Read the data below line by line and copy each one with "river" in it.

-- Data follows --

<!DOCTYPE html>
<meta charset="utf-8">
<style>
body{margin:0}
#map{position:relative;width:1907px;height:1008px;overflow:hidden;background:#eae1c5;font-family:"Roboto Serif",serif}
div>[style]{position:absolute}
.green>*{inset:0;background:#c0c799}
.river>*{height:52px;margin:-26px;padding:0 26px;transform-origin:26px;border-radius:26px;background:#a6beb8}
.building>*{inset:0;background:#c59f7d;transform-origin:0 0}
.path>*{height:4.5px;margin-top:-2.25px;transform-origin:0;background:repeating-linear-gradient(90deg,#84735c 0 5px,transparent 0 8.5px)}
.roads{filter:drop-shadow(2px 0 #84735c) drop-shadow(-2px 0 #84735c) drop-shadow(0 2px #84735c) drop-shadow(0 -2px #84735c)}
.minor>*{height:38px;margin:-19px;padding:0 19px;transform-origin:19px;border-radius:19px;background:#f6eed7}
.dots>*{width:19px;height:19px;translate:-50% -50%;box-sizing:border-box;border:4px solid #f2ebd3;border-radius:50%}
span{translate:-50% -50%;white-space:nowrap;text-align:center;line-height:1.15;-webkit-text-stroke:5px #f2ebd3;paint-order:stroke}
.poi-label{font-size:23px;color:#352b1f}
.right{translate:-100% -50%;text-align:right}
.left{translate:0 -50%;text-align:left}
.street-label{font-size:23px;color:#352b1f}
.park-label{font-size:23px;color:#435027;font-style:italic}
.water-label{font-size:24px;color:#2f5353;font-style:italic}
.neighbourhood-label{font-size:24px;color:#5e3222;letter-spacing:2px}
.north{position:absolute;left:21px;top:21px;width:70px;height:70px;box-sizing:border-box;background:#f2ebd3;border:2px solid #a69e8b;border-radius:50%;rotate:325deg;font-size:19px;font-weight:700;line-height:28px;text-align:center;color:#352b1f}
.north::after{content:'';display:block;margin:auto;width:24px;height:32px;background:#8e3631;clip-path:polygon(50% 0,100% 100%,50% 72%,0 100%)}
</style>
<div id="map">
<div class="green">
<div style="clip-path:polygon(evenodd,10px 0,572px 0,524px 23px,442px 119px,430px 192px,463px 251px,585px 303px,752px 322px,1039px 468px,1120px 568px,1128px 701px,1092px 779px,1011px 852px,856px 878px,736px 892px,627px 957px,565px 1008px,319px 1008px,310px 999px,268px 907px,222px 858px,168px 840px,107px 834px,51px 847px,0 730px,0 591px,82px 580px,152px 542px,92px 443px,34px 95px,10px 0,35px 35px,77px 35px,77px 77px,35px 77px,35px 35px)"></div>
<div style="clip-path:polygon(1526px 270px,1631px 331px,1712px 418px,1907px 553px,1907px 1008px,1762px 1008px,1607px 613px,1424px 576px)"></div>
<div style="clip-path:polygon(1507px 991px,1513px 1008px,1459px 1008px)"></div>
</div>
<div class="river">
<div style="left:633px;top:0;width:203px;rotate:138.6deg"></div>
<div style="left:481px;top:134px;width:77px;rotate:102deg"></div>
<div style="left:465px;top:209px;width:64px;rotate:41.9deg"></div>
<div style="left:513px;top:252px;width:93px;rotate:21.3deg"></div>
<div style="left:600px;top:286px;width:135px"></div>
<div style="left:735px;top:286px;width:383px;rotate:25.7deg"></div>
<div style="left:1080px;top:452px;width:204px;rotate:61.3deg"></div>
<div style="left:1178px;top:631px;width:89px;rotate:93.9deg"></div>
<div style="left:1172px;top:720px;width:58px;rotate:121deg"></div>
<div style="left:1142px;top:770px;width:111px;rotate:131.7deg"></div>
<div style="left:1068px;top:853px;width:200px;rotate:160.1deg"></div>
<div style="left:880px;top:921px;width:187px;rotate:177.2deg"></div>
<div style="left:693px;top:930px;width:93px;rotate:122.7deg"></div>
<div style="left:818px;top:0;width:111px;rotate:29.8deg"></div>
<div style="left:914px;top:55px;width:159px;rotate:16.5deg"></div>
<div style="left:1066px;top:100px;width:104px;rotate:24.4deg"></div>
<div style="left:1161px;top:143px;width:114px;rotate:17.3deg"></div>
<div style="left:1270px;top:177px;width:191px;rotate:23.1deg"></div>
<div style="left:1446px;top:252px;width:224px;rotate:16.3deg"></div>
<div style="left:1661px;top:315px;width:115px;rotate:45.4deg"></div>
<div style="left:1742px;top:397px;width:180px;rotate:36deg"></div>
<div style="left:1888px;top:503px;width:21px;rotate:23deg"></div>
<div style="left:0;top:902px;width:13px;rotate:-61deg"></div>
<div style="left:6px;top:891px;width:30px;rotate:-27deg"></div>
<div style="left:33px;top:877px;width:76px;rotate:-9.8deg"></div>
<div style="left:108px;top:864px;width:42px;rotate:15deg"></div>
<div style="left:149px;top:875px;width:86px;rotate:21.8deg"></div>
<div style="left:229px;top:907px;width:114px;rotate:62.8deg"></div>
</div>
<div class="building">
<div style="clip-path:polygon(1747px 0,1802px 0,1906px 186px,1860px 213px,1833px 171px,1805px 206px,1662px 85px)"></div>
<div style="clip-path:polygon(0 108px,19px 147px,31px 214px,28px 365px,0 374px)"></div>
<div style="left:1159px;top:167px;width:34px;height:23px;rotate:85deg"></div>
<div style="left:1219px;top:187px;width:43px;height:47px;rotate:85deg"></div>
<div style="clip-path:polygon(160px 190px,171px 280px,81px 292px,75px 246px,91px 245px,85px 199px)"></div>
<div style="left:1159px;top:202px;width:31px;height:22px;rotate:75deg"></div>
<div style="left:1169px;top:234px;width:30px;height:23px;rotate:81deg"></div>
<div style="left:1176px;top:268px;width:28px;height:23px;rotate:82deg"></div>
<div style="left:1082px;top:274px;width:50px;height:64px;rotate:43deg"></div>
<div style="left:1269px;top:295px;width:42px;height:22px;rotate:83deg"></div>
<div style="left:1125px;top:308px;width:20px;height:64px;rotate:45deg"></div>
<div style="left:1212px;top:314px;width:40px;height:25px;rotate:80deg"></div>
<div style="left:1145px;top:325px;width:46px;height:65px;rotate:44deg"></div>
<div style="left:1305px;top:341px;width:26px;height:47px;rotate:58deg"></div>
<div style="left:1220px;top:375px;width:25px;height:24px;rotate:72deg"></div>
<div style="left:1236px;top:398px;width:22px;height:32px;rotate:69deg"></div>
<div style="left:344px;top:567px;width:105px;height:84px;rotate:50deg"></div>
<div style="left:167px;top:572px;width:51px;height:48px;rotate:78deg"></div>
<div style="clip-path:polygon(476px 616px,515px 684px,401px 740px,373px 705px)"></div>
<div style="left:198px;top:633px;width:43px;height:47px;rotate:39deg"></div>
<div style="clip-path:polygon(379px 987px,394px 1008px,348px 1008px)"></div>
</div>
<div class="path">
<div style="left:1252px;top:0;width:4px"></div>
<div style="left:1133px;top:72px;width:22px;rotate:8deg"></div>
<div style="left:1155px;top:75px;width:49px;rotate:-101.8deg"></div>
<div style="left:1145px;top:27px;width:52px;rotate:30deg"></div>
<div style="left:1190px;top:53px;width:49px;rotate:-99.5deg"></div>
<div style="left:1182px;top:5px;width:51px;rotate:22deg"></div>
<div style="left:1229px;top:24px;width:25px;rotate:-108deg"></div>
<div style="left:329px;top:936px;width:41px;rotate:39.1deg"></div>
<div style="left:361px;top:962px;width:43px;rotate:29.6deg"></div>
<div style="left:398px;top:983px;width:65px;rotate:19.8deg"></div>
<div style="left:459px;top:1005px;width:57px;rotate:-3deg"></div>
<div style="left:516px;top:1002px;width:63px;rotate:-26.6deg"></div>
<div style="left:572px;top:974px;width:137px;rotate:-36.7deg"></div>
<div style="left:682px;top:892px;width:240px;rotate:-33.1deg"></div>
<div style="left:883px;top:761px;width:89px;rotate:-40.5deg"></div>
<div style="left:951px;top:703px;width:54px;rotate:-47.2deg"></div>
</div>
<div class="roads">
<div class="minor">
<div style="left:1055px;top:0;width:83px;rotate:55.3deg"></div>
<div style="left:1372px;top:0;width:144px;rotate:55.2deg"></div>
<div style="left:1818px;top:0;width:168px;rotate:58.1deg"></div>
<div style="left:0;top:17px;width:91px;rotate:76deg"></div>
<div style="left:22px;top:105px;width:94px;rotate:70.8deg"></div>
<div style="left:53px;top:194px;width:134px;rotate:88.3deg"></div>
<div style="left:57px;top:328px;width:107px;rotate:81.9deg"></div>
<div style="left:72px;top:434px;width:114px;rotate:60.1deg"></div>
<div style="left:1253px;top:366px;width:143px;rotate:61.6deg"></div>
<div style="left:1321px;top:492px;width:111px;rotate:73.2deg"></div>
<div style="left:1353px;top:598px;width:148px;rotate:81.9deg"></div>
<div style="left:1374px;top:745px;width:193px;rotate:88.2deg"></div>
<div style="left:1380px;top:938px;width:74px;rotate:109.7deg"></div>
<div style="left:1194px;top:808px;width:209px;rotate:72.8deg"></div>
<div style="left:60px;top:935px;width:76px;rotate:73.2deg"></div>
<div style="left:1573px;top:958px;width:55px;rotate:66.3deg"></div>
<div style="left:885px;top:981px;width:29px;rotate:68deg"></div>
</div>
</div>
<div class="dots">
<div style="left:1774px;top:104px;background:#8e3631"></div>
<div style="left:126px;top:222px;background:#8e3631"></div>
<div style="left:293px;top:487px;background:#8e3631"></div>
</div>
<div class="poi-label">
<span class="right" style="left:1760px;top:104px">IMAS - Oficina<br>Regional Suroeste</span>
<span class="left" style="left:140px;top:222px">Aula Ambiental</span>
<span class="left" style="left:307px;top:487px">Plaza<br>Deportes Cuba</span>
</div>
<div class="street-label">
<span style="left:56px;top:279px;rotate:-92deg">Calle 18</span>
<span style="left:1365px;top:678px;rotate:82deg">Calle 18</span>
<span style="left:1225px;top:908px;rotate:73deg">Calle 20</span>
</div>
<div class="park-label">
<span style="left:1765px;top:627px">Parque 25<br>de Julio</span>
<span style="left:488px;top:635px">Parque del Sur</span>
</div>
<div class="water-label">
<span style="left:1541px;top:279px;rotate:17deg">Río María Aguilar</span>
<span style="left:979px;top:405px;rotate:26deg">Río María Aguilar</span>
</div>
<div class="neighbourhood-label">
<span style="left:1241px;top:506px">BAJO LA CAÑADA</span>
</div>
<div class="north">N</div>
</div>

-- Data concluded --

▶ Output of the task:
.river>*{height:52px;margin:-26px;padding:0 26px;transform-origin:26px;border-radius:26px;background:#a6beb8}
<div class="river">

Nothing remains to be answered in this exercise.